In much of the country large numbers of would-be voters turned out, determined to make their voices heard.

”The electorate is more determined than ever before not to be taken for granted,” said Titilayo Ajanaku, a popular community leader in President Olusegun Obasanjo’s southwestern hometown, Abeokuta.

Obasanjo is standing for re-election against a challenge from opposition leader Muhammadu Buhari. Both men are former military rulers of Africa’s most populous country, now converted to a democratic system.

The run-up to polling day has seen violent political tensions threaten to boil over, and security was tight as polls opened, with armed policemen escorting ballot boxes, and troops in the streets of major cities.

In most of the country reporters found polling better organised than at parliamentary elections on April 12, and voters took part in a cheerful and orderly way in Lagos, Abuja and the southwest.

”The turnout was quite high,” said Abel Guobadia, chairman of Nigeria’s Independent National Electoral Commission (INEC).

”People are peaceful. At this point in time I feel very happy and comfortable.”

But in the troubled southeast of the country it was a different story, especially in oil-rich Rivers State and its capital Port Harcourt.

”It’s a complete sham down there. All the observers are reporting massive rigging and thuggery,” one western poll observer said, on condition of anonymity.

Another international monitor in the city said many voters stayed away because of what he described as ”effective intimidation”, and a British reporter who toured the area said he found very few polling stations open.

Also in the south, in Enugu State, reporters found polling opened very late, and angry voters gathering in the streets.

”I believe it is a grand ploy to rig the election… but we will not allow this to happen,” said Jude Adikwe, a 32-year-old construction worker.

The head of the Catholic Church’s large poll monitoring team, Father Iheanyi Enwerem, said his agents had been obstructed in Enugu and that armed ruling party supporters had stolen ballot boxes.

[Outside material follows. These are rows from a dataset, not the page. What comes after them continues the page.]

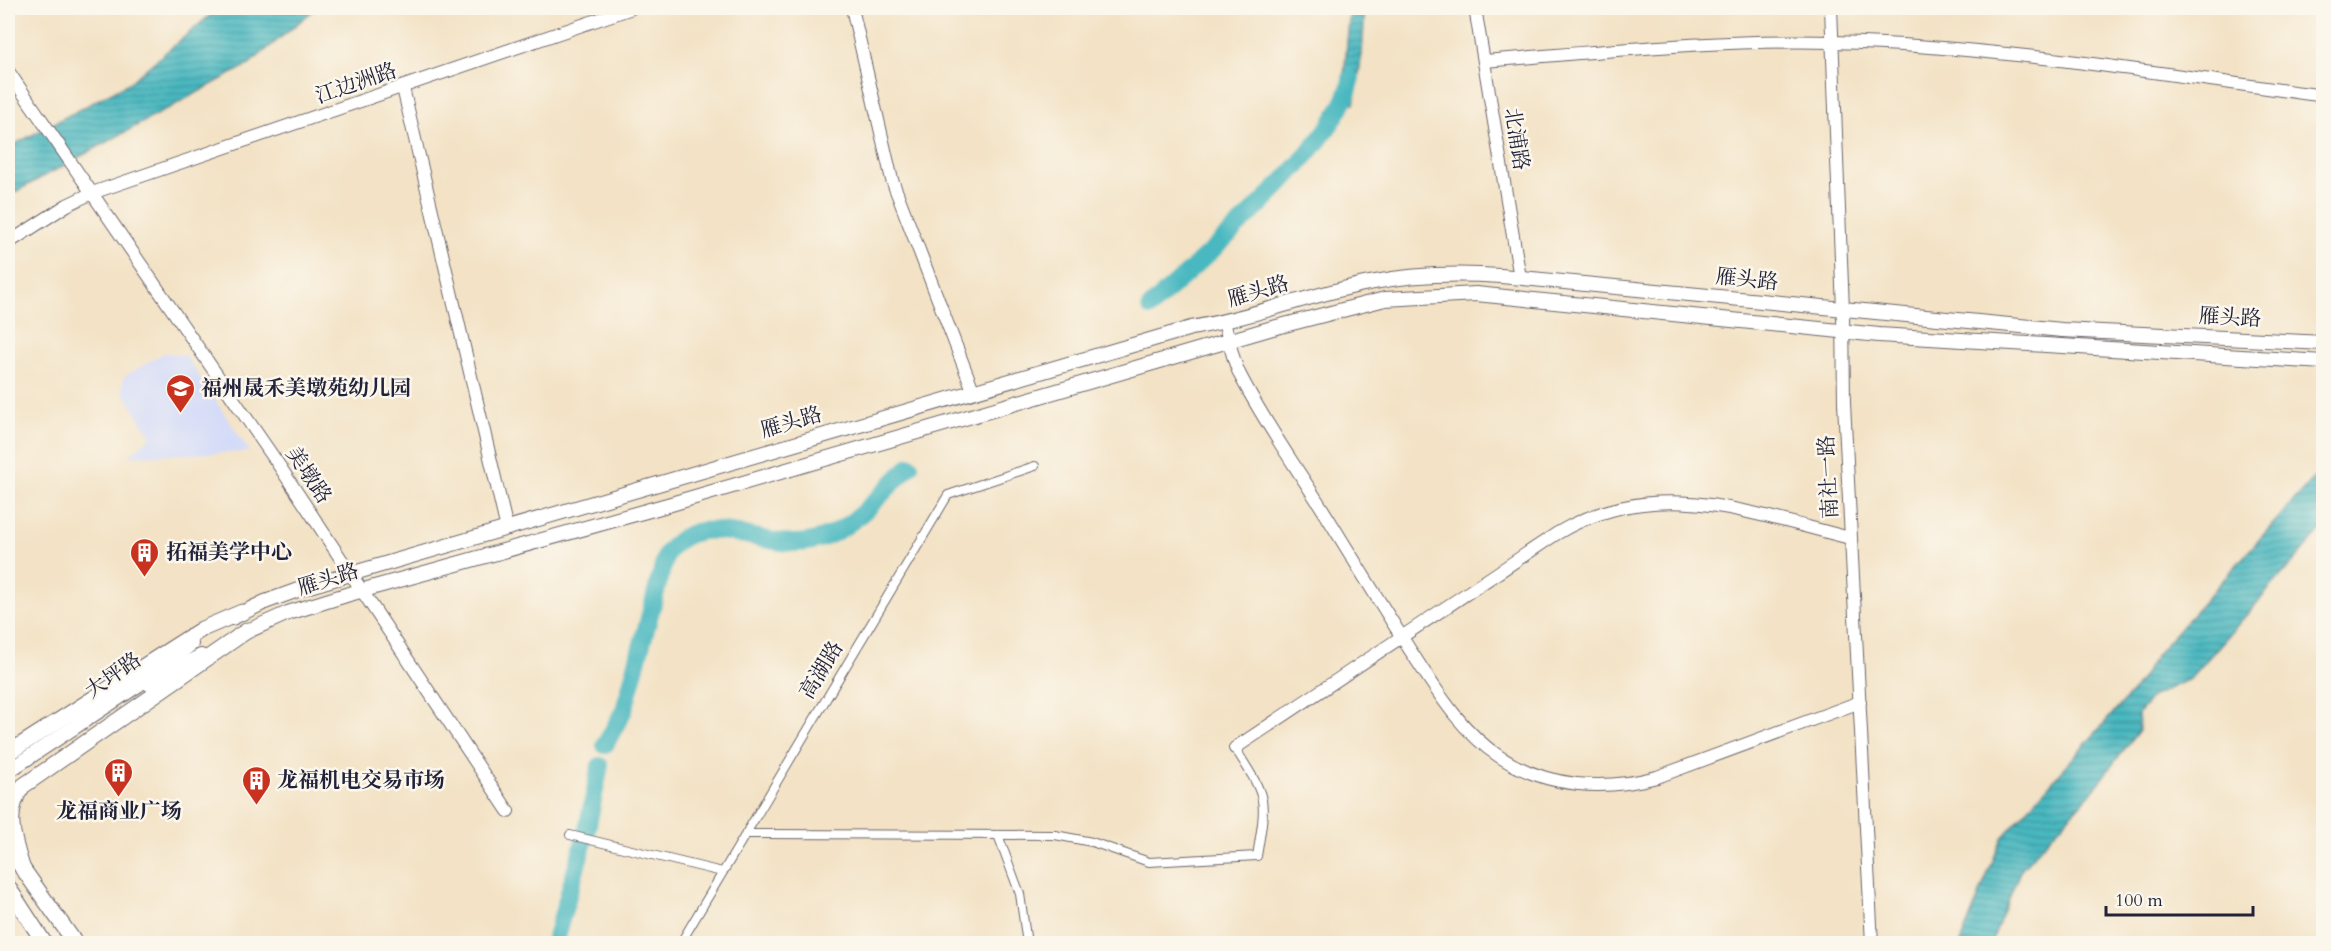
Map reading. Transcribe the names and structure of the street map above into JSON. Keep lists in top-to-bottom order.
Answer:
{
  "streets": {
    "main road": ["雁头路", "大坪路"],
    "street": [
      "江边洲路",
      "北浦路",
      "美墩路",
      "南社一路",
      "高湖路"
    ]
  },
  "crossings": [
    ["江边洲路", "美墩路"],
    ["北浦路", "雁头路"],
    ["雁头路", "美墩路"],
    ["雁头路", "南社一路"],
    ["雁头路", "大坪路"]
  ],
  "places": {
    "school or university": ["福州晟禾美墩苑幼儿园"],
    "building": ["拓福美学中心", "龙福商业广场", "龙福机电交易市场"]
  },
  "scale_bar": "100 m"
}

And in Bayelsa State the intimidation turned bloody when men in the uniforms of Nigerian security personnel fired on a group of opposition supporters who had come to the village of Oporoma, an activist said.

”Voting materials had been taken to Oporoma for distribution. Some residents had come to collect materials for their community, when someone ordered them shot,” said Oronto Douglas of Environmental Rights Action.

Six people died, and seven were injured, Douglas said, in an account confirmed by election monitors from the Institute of Democracy in South Africa (Idasa).

The April 12 polls, which produced a landslide victory for Obasanjo’s ruling Peoples Democratic Party (PDP), were denounced by the opposition as ”massively rigged” and criticised by independent monitors.

Buhari called on his supporters to take action to protect his vote from further PDP ”fraud”.

”Mass action is a spontaneous action whenever a fraud takes place. I do not incite anybody. Obasanjo can say what he likes. I ask people to exercise their civil rights,” he said in his northern hometown of Daura while supporters cheered and chanted ”Allahu Akbar” (God is greater).

For his part, voting in Abeokuta surrounded by admiring supporters, Obasanjo appeared confident — ”people feel we have done relatively well” — and praised the improvement in polling conditions.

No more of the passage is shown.